A brazilian citizen was interned for four weeks by the District Court of Nord-Troms and Senja in Northern Norway, suspected of being a Russian spy.

Man suspected of being a Russian spy arrested in Northern Norway

A Brazilian citizen was arrested this Monday on his way to work at the University of Tromsø in Northern Norway. The Norwegian Police Security Service (PST) suspect that he is Russian and is in Norway using a false identity.

“We have requested that a Brazilian researcher at the University of Tromsø be expelled from Norway because we believe he represents a threat to fundamental national interests,” the police security service (PST) deputy chief, Hedvig Moe, told the public broadcaster NRK.

The man in his 30s was presented to the District Court of Nord-Troms and Senja on Tuesday, and was interned for four weeks.

PST wrote on Twitter Tuesday afternoon that they have started an investigation into the matter. The man is currently suspected of illegal intelligence activities that may harm fundamental national interests, and for illegal intelligence activities that may harm other nations’ security interests.

“Considerable risk of evasion“

Minister of Justice, Emilie Enger Mehl, says to TV2 that PST requested that the Ministry expel the man.

“This was because he, according to their assessment, represented a threat to fundamental national interests. And this is why the Ministry of Justice have considered the matter and come to the conclusion that he will be sent a notice of expulsion,” Mehl says.

The man has 14 days to respond to the notice.

The District Court writes in the verdict that the notice of expulsion was sent on 20 October after suspicion that the man is in Norway on a mission for Russian authorities, and that he could be a Russian citizen with incorrect Brazilian identity papers.

“Nothing has suggested that the assessment by the Ministry of Justice is incorrect. On the contrary it is supported by the way this person has acted in court, and the court uses the Ministry assessment as the basis for this case,” the verdict reads.

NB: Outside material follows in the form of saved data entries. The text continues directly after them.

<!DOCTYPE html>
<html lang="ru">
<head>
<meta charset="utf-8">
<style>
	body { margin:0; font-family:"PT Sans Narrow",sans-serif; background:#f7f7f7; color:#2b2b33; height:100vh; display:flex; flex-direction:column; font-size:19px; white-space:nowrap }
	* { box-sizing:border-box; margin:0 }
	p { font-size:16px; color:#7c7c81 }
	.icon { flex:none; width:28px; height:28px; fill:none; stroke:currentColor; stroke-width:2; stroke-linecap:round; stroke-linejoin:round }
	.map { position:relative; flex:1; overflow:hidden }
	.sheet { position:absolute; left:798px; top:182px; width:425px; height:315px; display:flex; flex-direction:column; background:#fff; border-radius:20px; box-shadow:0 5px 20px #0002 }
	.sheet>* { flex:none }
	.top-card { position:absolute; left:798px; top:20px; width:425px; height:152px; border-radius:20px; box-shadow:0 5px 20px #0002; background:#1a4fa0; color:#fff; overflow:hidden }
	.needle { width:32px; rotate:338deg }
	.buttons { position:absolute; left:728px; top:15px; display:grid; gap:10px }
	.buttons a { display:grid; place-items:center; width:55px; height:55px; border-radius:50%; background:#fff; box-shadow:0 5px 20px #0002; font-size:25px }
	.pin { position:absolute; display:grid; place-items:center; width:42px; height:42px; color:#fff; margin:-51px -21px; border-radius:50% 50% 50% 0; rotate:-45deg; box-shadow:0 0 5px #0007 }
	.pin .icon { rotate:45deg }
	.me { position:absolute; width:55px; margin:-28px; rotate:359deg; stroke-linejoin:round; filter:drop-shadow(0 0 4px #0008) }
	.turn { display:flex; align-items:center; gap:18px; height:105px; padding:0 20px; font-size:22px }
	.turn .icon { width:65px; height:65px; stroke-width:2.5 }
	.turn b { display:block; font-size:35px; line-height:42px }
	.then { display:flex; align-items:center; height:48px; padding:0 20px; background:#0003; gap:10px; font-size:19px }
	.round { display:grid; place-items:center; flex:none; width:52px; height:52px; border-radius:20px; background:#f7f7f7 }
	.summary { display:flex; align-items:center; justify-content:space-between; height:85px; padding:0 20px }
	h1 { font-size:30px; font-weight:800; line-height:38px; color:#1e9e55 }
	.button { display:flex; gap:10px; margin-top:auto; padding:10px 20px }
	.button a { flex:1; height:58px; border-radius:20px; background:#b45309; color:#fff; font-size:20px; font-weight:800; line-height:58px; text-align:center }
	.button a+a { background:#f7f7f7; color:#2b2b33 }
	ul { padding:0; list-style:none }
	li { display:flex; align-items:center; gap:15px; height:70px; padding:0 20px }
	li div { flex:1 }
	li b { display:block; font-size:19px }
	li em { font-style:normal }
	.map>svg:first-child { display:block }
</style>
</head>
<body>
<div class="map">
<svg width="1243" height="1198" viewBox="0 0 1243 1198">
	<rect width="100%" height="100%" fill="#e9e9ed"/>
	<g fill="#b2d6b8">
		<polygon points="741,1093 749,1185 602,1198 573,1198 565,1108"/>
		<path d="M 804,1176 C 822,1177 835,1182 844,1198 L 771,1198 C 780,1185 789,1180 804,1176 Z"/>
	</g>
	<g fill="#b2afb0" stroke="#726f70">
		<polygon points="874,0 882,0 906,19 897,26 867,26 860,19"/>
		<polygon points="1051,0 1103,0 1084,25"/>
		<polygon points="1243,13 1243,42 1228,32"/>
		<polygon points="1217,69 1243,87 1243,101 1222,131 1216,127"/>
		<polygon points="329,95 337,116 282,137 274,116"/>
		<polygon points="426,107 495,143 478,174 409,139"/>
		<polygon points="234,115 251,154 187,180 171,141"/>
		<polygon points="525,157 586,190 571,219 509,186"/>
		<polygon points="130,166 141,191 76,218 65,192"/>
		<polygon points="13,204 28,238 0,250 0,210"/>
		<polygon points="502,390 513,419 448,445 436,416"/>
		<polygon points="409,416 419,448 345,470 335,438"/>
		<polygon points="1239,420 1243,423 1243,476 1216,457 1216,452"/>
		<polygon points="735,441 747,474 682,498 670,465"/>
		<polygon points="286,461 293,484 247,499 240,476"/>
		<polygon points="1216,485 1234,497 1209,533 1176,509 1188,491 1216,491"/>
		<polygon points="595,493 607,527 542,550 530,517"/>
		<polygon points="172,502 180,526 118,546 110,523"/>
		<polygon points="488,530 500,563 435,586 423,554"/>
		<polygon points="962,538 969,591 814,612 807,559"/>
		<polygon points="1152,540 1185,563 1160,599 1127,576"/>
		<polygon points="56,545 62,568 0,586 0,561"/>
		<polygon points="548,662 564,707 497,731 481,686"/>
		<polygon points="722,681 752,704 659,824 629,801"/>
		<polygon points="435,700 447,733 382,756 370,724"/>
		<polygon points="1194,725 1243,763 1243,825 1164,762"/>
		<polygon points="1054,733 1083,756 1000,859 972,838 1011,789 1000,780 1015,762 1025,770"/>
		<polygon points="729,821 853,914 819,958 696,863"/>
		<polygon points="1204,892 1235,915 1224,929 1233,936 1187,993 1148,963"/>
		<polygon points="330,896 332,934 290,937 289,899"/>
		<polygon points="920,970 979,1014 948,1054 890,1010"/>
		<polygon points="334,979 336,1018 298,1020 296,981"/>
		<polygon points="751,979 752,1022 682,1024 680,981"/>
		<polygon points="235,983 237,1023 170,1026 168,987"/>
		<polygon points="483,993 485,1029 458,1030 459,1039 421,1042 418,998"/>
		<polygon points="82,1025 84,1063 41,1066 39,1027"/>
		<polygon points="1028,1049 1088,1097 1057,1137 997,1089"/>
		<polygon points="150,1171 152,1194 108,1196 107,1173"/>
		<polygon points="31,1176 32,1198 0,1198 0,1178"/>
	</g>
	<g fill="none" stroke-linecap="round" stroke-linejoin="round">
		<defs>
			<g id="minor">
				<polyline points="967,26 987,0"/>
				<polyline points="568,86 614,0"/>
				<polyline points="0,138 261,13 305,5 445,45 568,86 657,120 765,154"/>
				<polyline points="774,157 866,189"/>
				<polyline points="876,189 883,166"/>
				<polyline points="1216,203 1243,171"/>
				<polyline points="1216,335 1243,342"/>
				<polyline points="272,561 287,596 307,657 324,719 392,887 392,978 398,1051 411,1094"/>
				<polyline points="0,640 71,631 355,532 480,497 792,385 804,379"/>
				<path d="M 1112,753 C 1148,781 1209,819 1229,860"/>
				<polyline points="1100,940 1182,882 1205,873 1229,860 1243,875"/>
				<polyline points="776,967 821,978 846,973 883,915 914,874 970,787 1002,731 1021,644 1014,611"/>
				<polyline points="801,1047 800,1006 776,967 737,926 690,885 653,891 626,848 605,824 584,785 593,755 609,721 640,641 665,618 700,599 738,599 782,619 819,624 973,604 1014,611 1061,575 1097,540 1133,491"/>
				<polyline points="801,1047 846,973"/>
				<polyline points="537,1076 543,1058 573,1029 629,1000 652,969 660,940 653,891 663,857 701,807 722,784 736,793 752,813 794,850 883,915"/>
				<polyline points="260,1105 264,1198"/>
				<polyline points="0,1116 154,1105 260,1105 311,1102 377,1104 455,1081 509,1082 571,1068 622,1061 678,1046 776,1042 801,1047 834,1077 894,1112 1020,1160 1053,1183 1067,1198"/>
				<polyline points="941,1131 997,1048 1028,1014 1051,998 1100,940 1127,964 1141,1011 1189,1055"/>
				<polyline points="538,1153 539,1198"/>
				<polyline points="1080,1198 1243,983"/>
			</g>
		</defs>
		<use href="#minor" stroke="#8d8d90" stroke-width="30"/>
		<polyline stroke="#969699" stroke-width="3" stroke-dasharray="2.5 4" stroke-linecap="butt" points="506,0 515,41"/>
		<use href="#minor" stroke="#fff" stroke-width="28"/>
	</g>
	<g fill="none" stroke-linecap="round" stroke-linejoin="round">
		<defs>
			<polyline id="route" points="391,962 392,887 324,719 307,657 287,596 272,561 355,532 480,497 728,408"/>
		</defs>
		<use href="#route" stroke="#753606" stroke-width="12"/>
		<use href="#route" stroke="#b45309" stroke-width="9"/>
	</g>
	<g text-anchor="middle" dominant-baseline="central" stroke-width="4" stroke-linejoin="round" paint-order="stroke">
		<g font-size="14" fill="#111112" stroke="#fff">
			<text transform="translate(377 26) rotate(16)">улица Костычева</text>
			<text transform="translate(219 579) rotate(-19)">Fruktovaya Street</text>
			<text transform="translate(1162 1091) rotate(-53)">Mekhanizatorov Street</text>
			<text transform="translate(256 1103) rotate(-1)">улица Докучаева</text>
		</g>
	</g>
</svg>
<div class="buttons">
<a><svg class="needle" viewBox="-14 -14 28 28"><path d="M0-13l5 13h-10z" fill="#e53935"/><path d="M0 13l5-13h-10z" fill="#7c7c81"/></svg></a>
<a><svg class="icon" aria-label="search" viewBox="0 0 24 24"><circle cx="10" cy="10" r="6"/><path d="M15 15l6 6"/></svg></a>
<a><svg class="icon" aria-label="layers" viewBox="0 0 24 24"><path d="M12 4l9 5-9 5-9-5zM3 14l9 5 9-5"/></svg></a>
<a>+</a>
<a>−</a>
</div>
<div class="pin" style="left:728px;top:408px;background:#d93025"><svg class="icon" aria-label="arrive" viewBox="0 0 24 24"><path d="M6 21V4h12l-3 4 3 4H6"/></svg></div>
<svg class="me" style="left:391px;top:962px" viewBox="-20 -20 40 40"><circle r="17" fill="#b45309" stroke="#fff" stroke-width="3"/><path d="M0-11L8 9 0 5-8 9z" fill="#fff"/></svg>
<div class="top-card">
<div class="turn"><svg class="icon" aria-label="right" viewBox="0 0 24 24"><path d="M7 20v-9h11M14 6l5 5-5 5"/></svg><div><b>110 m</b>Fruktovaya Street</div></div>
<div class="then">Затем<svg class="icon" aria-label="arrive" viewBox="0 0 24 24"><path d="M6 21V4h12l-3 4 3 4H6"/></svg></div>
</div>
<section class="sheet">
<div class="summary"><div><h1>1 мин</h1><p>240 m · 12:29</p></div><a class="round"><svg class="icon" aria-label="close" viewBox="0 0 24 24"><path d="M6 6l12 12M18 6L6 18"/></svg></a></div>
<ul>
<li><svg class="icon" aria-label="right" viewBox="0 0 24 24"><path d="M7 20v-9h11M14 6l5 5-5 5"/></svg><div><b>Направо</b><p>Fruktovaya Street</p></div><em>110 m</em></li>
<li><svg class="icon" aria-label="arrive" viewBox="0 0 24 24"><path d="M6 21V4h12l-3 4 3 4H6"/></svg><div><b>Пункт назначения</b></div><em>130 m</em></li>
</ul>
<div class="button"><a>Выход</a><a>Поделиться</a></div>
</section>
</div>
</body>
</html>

The District Court believes that there is considerable risk of evasion. Because this is a matter of a foreign citizen the man has been interned rather than detained.

Researcher at the University of Tromsø

The PST believe the man is a so-called illegal agent and has created an identity as a regular citizen while he has quietly been working for foreign intelligence.

The man’s defense attorney Thomas Hansen says to TV2 that the man does not understand where these accusations are coming from.

“This is why he requested to be released,” Hansen says.

The man is neither a Russian nor a Norwegian citizen.

According to the National Norwegian Broadcaster NRK this is the first time PST has arrested a person believed to be an illegal agent in Norway. The man came to Norway on a research mission at the University of Tromsø (UiT) in Northern Norway during the fall of 2021. He has done research on the northern regions and hybrid threats.

“PST is worried that he may have gained access to a network and information about Norway’s politics in the northern region,” Moe says.

The information may have been used by Russia, PST fears.

The Russian embassy: “Political order”

The Russian embassy writes in an e-mail to NRK and several other media outlets that they have no idea who or what this is about.

“In general, spy mania has been actively promoted in Norway lately. Russian fishing vessels, Russian research vessels, drones, photography and the like are all part of this story,” the embassy writes, continuing:

“These are all completely different issues, but they have a common topic: Everything Russian, be it public agencies, private companies or individuals – are suspicious and reek of espionage. The fact that all these different issues are lining up like this is no doubt not a coincidence. All of this has been politically ordered."

UiT was informed on Monday

Dag Rune Olsen, principal at UiT, tells the newspaper Dagbladet that they were informed about the case on Monday.

“We are focusing on following up on those of us who have worked with this person and will eventually talk to those who are affected by this,” he says.